Kline (2011) provides another option on p177-178:

[An] option for analyzing continuous but severely non-normal
endogenous variables is to use a normal theory method (i.e., ML
estimation) but with nonparametric bootstrapping, which assumes only
that the population and sample distributions have the same shape. In a
bootstrap approach, parameters, standard errors, and model test
statistics are estimated with empirical sampling distributions from
large numbers of generated samples. Results of a computer simulation
study by Nevitt and Hancock (2001) indicate that bootstrap estimates
for a measurement model were generally less biased compared with those
from standard ML estimation under conditions of non-normality and for
sample sizes of N ≥ 200. For N = 100, however, bootstrapped estimates
had relatively large standard errors, and many generated samples were
unusable due to problems such as nonpositive definite covariance
matrices. These problems are consistent with the caution by Yung and
Bentler (1996) that a small sample size will not typically render
accurate bootstrapped results.

In this answer @michael-chernick writes that

The theory of the bootstrap involves showing consistency of the
estimate. So it can be shown in theory that it works for large
samples. But it can also work in small samples. I have seen it work
for classification error rate estimation particularly well in small
sample sizes such as 20 for bivariate data.

Some questions:
1. Those two quotes seem at face value to be in conflict with each other, but I note that @michael-chernick was answering a question that did not involve SEM. Does SEM require a larger original sample size for successful bootstrapping? If so, why?
2. If Kline is right that bootstrapping will work poorly with a low N, what should I do if I have a low N? Say for the sake of argument I have a sample size of 100 and no way to collect more data. Should I go ahead with bootstrapping, and if so should I bootstrap using the transformed variable (remembering that the transformation didn't do a great job of resolving the non-normality) or the original variable?
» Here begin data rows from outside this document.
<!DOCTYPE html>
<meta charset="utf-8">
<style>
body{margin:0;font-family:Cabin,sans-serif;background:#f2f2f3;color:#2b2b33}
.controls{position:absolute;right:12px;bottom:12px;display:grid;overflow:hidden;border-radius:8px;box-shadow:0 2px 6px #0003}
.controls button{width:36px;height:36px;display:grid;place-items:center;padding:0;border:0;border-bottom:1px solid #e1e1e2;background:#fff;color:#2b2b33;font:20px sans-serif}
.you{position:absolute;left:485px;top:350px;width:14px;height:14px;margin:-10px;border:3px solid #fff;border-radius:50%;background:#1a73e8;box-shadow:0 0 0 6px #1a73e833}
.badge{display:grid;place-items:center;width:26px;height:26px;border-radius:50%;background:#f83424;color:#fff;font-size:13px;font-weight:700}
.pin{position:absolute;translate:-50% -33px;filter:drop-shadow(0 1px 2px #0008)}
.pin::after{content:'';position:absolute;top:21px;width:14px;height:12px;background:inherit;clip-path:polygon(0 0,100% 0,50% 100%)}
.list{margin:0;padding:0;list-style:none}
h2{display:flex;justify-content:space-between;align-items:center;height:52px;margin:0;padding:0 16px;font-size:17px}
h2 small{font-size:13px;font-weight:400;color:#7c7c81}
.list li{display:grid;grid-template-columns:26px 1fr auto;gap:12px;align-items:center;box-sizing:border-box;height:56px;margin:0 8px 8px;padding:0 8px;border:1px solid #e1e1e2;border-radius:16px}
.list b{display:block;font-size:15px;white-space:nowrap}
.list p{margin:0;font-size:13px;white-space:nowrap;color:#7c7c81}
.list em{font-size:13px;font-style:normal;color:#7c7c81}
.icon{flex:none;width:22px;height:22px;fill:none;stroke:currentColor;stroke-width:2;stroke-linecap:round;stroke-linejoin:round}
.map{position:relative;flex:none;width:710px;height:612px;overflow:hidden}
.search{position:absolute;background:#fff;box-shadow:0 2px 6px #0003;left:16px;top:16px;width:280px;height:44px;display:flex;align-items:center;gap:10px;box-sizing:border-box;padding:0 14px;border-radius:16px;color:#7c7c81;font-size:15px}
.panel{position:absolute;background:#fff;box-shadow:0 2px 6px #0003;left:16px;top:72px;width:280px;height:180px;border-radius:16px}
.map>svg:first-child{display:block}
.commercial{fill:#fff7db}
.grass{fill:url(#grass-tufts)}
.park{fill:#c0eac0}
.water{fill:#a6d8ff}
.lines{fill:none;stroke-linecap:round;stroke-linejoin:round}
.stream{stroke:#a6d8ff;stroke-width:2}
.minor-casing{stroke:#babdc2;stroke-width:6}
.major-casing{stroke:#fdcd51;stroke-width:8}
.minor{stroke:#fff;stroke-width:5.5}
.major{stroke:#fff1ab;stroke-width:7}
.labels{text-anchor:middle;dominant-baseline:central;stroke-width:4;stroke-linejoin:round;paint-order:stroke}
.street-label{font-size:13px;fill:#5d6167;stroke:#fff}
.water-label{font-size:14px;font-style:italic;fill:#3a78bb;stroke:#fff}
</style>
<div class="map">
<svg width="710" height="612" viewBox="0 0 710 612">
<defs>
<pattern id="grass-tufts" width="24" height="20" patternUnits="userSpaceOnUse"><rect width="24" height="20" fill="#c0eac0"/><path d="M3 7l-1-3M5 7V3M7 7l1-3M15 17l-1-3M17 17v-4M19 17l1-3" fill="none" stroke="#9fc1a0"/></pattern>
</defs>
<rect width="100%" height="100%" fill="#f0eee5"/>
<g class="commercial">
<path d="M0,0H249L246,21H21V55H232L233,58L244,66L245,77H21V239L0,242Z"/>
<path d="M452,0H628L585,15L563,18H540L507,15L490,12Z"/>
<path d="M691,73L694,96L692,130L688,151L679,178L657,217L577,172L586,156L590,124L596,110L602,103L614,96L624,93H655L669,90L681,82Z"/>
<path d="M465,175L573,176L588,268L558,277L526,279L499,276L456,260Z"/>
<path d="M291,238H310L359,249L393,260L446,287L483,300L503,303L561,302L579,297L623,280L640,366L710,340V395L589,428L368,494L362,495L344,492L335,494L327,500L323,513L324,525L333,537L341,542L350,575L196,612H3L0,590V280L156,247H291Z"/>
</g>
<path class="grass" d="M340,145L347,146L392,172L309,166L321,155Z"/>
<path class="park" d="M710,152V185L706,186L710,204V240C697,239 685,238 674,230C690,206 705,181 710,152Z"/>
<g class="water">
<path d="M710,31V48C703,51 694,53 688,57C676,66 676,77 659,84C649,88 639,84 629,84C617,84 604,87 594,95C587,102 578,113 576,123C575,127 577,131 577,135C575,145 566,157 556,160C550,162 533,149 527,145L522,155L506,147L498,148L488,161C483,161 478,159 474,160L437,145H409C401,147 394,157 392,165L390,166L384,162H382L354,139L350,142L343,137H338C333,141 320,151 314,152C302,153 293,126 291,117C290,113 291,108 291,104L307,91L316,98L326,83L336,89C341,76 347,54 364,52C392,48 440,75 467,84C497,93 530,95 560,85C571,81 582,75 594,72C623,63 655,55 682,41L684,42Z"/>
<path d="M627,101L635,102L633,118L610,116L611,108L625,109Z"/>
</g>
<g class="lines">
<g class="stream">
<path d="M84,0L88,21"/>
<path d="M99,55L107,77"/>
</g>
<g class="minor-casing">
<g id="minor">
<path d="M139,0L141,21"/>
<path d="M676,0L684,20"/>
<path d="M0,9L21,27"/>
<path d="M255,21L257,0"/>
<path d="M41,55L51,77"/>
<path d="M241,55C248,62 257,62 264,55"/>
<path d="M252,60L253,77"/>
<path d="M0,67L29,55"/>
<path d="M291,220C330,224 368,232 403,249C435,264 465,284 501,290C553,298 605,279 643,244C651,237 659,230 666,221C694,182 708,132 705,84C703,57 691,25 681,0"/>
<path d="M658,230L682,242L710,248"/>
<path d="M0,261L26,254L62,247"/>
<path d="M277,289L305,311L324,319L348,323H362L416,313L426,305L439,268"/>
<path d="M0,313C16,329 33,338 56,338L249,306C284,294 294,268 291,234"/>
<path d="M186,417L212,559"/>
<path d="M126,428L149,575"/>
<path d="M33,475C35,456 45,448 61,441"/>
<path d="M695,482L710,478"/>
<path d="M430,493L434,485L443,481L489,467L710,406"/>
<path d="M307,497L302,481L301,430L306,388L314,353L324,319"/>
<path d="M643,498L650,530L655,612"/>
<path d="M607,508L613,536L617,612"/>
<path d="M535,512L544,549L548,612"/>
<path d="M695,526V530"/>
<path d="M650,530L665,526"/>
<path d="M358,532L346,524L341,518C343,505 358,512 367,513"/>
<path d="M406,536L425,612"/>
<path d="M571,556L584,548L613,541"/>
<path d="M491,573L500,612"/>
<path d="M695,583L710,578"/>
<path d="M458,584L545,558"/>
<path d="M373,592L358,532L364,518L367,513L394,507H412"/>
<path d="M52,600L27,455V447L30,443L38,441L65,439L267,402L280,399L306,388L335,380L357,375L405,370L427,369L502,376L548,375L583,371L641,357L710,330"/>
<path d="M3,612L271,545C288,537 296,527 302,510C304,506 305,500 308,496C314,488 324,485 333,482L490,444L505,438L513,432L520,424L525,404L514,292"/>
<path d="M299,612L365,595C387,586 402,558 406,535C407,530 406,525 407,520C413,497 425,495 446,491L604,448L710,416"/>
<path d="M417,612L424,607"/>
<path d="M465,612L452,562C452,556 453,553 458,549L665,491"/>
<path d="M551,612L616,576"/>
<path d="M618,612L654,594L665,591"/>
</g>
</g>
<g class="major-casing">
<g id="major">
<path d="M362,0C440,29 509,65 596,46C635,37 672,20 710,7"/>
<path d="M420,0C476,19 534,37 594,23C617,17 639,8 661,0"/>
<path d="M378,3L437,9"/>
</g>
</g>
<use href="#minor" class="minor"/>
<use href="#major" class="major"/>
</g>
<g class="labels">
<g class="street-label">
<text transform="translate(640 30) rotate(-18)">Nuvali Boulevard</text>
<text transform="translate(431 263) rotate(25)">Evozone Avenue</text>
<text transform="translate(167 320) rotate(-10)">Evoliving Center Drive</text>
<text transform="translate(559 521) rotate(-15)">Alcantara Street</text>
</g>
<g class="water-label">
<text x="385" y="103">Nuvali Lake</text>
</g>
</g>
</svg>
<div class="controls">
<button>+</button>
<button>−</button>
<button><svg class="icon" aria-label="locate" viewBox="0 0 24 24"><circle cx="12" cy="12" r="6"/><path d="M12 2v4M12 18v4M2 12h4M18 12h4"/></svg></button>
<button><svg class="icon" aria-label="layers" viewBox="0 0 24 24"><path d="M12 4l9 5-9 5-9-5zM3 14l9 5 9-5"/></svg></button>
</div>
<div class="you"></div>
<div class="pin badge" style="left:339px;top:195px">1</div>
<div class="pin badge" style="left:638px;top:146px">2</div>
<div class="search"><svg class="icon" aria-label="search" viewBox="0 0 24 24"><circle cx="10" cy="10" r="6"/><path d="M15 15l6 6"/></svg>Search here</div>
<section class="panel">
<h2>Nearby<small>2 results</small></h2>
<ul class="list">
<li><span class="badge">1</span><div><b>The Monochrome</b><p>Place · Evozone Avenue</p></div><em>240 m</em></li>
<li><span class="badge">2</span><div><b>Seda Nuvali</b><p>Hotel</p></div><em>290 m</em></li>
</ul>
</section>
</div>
Kline, R. B. (2011). Principles and practice of structural equation modeling. Guilford publications. Chicago

Yung, Y. F., & Bentler, P. M. (1996). Bootstrapping techniques in analysis of mean and covariance structures. Advanced structural equation modeling: Issues and techniques, 195-226.

Best Answer

Yes, SEM requires a larger size. The reason being that SEM is doing two things: First, it's trying to find a model, and then it finds the standard errors of that model.

There are two problems. The first is that you will have trouble estimating the model(s).

If you have problems with your standard errors (because, say, of non-normality) then bootstrapping might help you. But if you try to run a SEM model with a small sample size, you'll find that you don't get a sensible model to interpret - the model will frequently not converge, or converge with out of bounds estimates (variances < 0; correlations > 1 [perhaps MUCH greater than one - one sometimes sees correlations that are in the three digit range]).

So when you try to bootstrap a model with a small sample size you might find that 25% of the bootstrap samples are clearly wacky and should be discarded. And some proportion of the rest are also wacky, but you don't have a good way to decide which ones. If you did, you could go ahead and use the standard errors.

The second problem is that ML tends to be biased in small samples.